## [Your assignment]
The required answer is every line of the data containing the word "lists".

## [Material provided]
▶

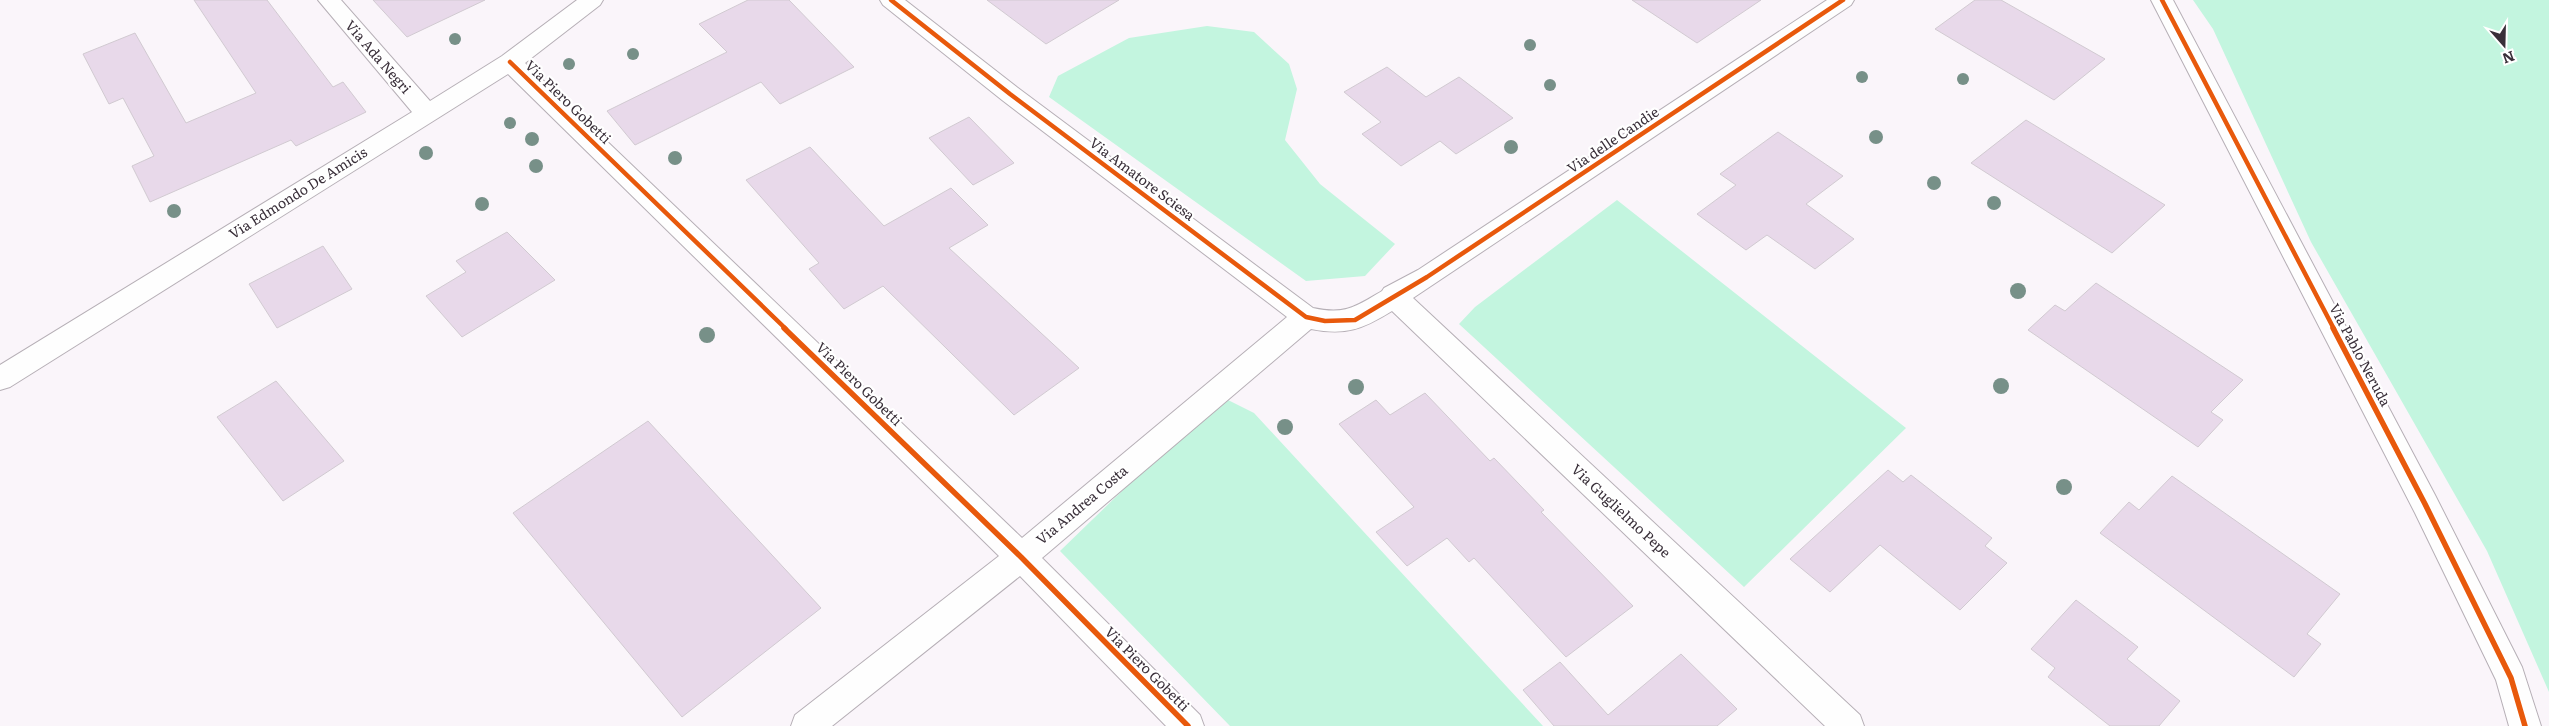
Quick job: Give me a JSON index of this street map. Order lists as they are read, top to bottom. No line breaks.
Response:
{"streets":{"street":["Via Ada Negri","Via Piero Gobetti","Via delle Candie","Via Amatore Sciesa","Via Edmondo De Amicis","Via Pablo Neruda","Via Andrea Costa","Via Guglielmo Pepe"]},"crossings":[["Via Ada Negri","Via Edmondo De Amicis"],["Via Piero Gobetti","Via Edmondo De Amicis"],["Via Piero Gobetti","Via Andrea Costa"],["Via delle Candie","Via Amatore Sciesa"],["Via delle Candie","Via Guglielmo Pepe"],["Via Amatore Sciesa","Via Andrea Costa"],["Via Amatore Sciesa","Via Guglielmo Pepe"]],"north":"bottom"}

◀
▶

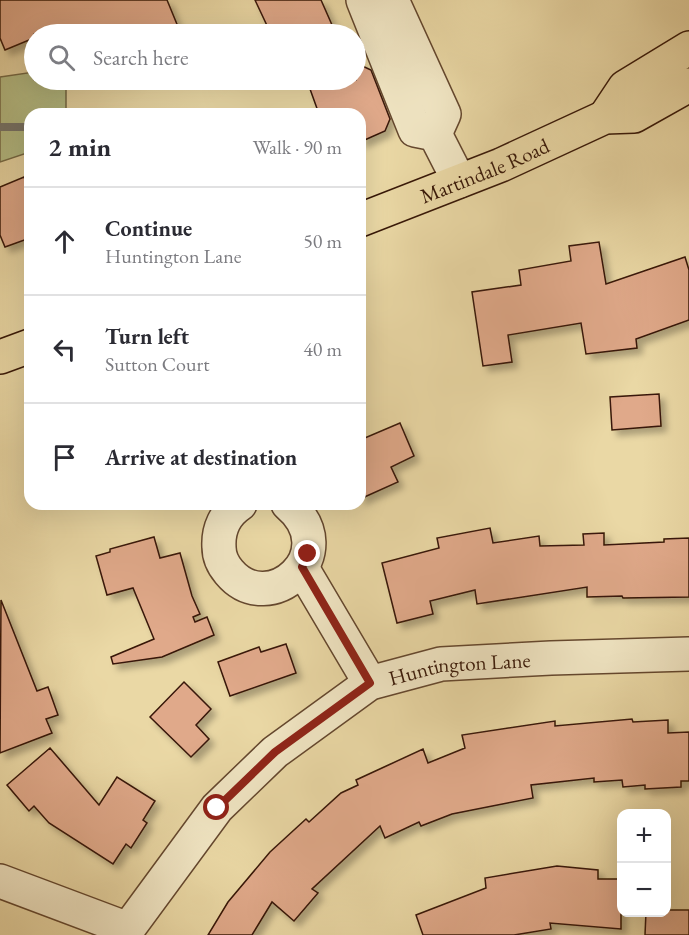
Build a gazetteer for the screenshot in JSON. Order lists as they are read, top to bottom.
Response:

◀

## [Reply]
Quick job: Give me a JSON index of this street map. Order lists as they are read, top to bottom. No line breaks.
Build a gazetteer for the screenshot in JSON. Order lists as they are read, top to bottom.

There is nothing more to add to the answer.